The night of his death, Presha, whose father is a former Sheriff’s Deputy and currently works as an investigator for the Orange County State Attorney’s office, stuffed his bed and sneaked out. He met Stewart at a Race Trac gas station, where the two had a habit of hanging out and asking adults to buy them beer. This time, they asked Hector Rodriguez. It’s currently unknown whether Davis and Rodriguez knew Presha and Stewart before this. According to evidence pieced together using witness interviews and surveillance video, all four men went to Steak ‘n Shake to eat. During the meal, Rodriguez allegedly later told police, the teens brought up the stolen guns they had and offered them for sale. Davis and Stewart drove to Stewart’s home to get one of the guns, and all four reconvened at Davis’ house. There, Davis and Rodriguez asked to see Stewart’s Manurhin semi-automatic pistol, stolen from a car in February, and Presha’s .40 caliber Glock, stolen a week before the murders. As soon as they handed over the weapons, Davis and Rodriguez allegedly pointed them at the teens and ordered them to get down. When they refused, Davis fired into the air and pistol-whipped Stewart, causing his face to bleed. According to testimony by Davis’ girlfriend, who was woken up by the noise, the teens were laying naked, face-down on the floor, with their hands behind their backs. Investigators say Rodriguez and Davis then got Presha and Stewart into Davis’s vehicle and drove to a Citgo, where surveillance video taken at 5:48 a.m. shows Davis buying $5 in gas and looking nervously into his trunk. Within 20 minutes of that stop, the teens’ burning bodies were discovered by three bicyclists near Cady Way trail.
An additional 1,000 pages of discovery documents were released today, which detail how detectives questioned Davis’s girlfriend. According to the documents, she initially denied helping the suspects restrain the teens at Davis’s home, but later admitted to holding one of the guns while Davis went through the victims’ pockets.
Last month, the prosecutor in this case resigned. In 2009, Assistant State Attorney Josh Adams had agreed to give Jesse Davis three years probation instead of jail time for a road rage incident in which he beat a man with a stick for honking at him, despite Davis’ prior history of violence and mental instability. Adams signed off on the probation after one expert found Davis sane, and another found him insane. The Orlando Sentinel reports that Adams did not correctly complete a ‘score sheet’ used to determine a potential prison sentence based on prior crimes. The sheet, if done properly, would have recommended that Davis spend nearly four years in prison for the road rage incident.

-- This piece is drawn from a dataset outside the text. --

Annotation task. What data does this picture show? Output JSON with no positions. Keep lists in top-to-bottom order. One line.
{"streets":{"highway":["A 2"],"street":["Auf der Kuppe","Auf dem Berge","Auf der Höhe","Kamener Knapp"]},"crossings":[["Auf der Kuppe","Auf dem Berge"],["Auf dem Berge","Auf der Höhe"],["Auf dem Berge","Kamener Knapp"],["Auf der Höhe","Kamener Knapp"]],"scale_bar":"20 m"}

On Monday, Davis, who according to Seminole County court records is a delusional schizophrenic, was found mentally incompetent to stand trial. Psychiatrist Dr. Jeffrey Danziger and psychologist Dr. Eric Mings, who evaluated Davis, told the court that Davis is not fit to stand trial and fits the criteria for involuntary hospitalization. Both Davis and Rodriguez remain jailed without bond. Rodriguez’s trial is tentatively scheduled to begin on November 5th. Davis’s right to a speedy trial was waived after his attorney filed the competency motion. His competency hearings are ongoing.